Thursday, June 13, 2013

Televised Snake Oil

I was looking up the meaning of a word on my desktop the other day when a small box containing an advertisement drifted, uninvited, onto the screen.

The advertisement was for an inhaled steroid used to treat asthma and chronic obstructive pulmonary disease.  The drug is often effective, but it is in no way a first line treatment as there are multiple strategies, with significantly lower cost and fewer side effects,  which may work as well or better.

It is only in recent years that drug firms have taken their products directly to the public on television and the internet.  Previously, the main sales strategy was to have drug representatives meet directly with physicians to trumpet their products.

Doctors were flattered, cajoled and bought to gain their endorsements.  For example, lavish lunches were provided for the doctors and their staffs in exchange for ten minutes of the doctor's time.  Clinicians and staff came to regard these lunches as an enshrined benefit.  

While  wolfing down sandwiches (stuffed with arugula), golf balls,  pens, refrigerator magnets, pads and all manner of tchotchkes were put out for the taking. While any self-respecting  robber would never steal a tchotchke, doctors couldn't get enough of them.

Physicians, who additionally agreed to give talks favoring use of a company's new drug, were oftentimes regaled with all expense trips for two to exotic places.  Generous stipends such as a financial aid package for millionaires were not uncommon.

Altogether, the relationship between many drug companies and a sizable  minority of doctors was whoreish.  The pharmaceutical industry has lots of money to buy favors and many doctors are on the take.  Even physicians who never put themselves up for sale were too willing to accept drug companies as the first and last word on treatment issues.   In doing so, doctors left the fox (the pharmaceutical industry) guarding the hen house.

Happily, many medical organizations have now set limits on gifts which doctors can take from a drug company.  The free lunch is disappearing and many clinics do not allow drug reps on their premises.  Moreover,  free drug samples, a major hook for commanding physician time, is now regarded as off limits.

Despite these reforms, the relatively new phenomenon of marketing medications directly to the public via TV or the internet is even more sinister and egregious than the previous system of marketing centered around drug reps and a culture of payoffs to doctors. 

Television has proven to be a remarkably effective tool in influencing and seducing buyers.  This is not much of a concern for, say, tooth paste commercials,  but it becomes a big concern when viewers are left to interpret medication commercials which at bottom are high on promises and low on scientific rigor. 

The physician is conspicuously left out of the equation until calls start pouring in from patients who want to go on an advertised medication.  Many of these patients (consumers) were doing just fine until they came face to face with the idea that they could have, say, low testosterone.  No wonder they felt tired and could no longer press 300 pounds.  Both men and women were alert to the suggestion that correcting low T with an under arm application of a testosterone gel might well promote a feeling of sexual vibrancy. 

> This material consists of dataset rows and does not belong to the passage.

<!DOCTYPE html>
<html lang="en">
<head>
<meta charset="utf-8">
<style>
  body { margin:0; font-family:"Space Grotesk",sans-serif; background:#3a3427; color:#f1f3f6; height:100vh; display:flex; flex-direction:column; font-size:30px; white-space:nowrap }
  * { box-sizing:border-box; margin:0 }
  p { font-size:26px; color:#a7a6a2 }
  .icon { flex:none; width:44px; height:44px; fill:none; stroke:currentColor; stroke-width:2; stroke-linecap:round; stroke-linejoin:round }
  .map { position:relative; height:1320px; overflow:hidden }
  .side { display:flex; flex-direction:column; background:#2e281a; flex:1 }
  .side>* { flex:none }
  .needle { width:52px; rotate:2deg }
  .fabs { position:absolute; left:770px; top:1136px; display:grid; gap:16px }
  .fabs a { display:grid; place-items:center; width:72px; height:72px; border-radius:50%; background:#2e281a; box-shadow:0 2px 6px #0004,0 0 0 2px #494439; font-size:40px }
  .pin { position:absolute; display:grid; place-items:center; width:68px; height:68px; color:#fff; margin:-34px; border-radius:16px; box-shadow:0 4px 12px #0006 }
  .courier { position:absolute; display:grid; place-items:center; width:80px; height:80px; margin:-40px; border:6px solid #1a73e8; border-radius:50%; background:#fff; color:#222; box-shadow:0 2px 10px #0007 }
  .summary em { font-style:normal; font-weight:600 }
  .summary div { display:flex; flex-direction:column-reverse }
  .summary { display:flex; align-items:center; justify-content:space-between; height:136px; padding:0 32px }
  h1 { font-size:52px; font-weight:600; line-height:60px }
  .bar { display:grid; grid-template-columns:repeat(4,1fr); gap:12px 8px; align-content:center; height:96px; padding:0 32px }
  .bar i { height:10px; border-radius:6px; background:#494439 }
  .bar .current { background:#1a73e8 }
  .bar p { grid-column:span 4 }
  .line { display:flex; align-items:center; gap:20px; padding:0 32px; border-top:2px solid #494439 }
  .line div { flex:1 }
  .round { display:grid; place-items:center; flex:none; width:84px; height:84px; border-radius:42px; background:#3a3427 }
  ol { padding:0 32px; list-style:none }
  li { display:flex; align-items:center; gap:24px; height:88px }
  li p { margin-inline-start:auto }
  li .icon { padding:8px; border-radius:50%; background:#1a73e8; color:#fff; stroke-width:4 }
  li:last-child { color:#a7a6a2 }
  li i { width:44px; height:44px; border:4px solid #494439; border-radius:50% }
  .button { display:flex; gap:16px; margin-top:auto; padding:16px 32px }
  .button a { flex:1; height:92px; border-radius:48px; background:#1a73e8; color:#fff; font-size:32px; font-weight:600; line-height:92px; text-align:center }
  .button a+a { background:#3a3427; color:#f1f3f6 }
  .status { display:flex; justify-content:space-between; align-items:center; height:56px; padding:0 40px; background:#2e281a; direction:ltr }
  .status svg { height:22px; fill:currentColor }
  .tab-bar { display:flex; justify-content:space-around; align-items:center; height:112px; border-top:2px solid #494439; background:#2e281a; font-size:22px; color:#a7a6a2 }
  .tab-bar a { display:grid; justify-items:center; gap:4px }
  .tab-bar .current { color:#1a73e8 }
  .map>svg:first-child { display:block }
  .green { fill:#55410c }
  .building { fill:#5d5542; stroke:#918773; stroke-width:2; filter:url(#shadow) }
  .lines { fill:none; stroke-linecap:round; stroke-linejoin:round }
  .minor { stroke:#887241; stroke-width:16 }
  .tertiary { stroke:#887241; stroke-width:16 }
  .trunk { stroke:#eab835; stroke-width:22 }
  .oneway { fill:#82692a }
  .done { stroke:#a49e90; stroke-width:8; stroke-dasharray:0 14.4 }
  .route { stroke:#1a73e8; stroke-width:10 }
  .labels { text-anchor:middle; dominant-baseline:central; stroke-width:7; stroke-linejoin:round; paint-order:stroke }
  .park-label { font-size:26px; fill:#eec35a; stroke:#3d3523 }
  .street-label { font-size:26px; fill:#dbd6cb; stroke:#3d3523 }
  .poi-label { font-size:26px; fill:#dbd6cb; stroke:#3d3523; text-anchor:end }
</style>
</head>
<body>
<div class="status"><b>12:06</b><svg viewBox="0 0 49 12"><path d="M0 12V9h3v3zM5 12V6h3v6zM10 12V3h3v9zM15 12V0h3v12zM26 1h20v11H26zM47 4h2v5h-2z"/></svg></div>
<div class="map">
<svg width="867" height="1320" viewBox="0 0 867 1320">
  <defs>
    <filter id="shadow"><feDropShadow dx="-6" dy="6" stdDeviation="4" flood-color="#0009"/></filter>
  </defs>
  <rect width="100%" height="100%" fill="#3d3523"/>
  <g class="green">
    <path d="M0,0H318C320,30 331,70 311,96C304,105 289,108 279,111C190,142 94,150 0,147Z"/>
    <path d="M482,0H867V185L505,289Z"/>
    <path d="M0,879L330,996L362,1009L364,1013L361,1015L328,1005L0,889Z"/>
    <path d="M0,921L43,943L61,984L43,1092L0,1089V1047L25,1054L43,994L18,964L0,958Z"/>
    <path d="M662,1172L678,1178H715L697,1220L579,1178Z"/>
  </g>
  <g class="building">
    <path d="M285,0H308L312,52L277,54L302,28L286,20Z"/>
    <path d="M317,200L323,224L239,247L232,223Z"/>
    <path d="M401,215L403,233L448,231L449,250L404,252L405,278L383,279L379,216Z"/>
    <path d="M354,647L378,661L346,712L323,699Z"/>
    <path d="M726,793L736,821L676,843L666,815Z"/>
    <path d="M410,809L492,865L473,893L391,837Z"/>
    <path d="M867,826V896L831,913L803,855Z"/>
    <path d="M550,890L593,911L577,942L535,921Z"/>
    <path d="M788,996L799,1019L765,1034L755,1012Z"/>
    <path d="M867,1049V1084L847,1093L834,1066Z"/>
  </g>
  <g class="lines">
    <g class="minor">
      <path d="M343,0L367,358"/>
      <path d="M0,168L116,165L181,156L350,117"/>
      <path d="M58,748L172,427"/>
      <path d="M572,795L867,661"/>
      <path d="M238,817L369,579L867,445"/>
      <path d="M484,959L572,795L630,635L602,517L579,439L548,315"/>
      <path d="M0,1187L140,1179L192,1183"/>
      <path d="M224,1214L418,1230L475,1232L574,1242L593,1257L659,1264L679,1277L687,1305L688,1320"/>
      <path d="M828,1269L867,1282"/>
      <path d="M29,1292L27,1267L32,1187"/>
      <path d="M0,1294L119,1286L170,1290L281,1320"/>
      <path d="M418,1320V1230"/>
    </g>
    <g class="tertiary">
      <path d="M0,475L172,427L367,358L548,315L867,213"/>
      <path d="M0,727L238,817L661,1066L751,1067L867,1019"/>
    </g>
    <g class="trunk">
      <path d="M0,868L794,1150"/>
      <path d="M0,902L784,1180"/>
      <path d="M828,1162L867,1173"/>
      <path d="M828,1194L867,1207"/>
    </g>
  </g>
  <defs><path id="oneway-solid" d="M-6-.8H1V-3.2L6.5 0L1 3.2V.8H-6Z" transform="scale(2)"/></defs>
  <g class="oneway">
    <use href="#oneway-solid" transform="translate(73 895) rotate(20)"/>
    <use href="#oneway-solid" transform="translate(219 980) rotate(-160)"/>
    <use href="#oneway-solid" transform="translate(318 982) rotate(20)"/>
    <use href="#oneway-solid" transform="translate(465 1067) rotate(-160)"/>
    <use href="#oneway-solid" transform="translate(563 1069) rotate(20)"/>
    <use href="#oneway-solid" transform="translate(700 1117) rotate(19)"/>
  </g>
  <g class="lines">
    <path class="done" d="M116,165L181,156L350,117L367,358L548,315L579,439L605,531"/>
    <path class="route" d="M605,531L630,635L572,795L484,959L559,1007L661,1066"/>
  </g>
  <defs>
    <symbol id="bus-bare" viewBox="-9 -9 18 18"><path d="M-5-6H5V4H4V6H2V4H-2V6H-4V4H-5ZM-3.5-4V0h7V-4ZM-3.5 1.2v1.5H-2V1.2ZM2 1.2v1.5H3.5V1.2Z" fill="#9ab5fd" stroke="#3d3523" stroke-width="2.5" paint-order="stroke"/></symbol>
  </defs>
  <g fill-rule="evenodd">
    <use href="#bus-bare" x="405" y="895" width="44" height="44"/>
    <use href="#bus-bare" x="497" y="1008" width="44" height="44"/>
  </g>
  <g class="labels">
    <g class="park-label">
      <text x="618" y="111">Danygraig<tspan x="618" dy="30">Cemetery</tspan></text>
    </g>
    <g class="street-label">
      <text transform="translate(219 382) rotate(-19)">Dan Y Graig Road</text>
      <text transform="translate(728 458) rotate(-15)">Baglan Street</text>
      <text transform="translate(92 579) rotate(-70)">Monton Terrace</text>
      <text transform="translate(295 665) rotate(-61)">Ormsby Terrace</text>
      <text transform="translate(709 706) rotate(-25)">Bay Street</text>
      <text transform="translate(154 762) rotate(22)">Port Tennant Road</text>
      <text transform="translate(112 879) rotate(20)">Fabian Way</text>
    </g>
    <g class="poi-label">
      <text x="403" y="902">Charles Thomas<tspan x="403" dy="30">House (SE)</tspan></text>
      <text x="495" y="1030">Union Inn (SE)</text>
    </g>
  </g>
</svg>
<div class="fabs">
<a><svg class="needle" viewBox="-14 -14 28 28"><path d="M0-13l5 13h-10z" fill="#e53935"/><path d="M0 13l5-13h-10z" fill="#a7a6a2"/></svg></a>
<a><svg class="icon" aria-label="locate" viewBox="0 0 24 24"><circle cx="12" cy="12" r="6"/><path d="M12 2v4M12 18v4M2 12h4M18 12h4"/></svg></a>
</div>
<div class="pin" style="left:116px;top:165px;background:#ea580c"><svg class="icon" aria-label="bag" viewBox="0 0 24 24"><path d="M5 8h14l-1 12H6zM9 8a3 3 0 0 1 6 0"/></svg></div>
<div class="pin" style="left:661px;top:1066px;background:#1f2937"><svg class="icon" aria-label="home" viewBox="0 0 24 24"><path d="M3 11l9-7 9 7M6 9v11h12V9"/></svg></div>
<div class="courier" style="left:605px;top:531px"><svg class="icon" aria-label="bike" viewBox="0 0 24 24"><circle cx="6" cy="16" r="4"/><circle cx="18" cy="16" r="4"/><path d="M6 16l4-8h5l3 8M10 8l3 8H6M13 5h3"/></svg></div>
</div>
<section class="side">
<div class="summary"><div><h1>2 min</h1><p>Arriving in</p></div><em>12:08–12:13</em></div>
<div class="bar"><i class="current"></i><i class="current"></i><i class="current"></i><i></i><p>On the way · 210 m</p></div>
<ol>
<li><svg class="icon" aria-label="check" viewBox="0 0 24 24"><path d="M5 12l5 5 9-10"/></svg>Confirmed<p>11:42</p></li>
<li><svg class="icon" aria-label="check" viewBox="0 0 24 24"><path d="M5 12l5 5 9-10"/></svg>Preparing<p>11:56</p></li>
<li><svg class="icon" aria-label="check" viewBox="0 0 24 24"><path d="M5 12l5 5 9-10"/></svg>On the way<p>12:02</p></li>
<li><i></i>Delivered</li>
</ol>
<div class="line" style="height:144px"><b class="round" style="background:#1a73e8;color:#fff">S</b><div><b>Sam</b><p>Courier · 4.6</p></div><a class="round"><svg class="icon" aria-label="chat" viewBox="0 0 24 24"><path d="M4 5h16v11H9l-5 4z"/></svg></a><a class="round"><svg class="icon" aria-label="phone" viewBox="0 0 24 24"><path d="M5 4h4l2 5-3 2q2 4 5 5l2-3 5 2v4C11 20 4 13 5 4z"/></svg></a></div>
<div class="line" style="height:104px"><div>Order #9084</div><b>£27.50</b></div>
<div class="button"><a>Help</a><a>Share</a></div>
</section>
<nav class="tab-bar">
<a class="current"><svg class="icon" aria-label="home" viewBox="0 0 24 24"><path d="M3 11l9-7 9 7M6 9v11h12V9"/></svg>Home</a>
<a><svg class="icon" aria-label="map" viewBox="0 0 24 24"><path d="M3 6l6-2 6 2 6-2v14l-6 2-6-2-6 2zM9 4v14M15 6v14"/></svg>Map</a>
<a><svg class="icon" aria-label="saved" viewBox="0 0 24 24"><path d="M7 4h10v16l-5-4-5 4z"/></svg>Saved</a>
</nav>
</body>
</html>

While some  people might benefit from T.V. promoted drugs, the vast majority either do not need them or are already doing well on standard treatments.  Moreover, since someone has to pay for air time,  publicly advertised drugs are usually much more costly.

The point remains that the devil you know is better than the one you don't know.

It's the doctors job to evaluate new treatments, including benefits and side effects.  Their  opinions should result from scholarly sources such as the best medical and pharmacological journals. 

Responsible journalism, promoting rational discourse, also has an important role to play in engaging and informing the public on medical issues.

Direct advertising is biased and misleading, it raises prescription costs, and is without a net benefit to society.

Canada, the UK and Australia ban direct advertising and we should do the same.  In doing so we would go far to insure  that when treatments are ordered, it is the doctor, not the drug company, that is guarding the hen house.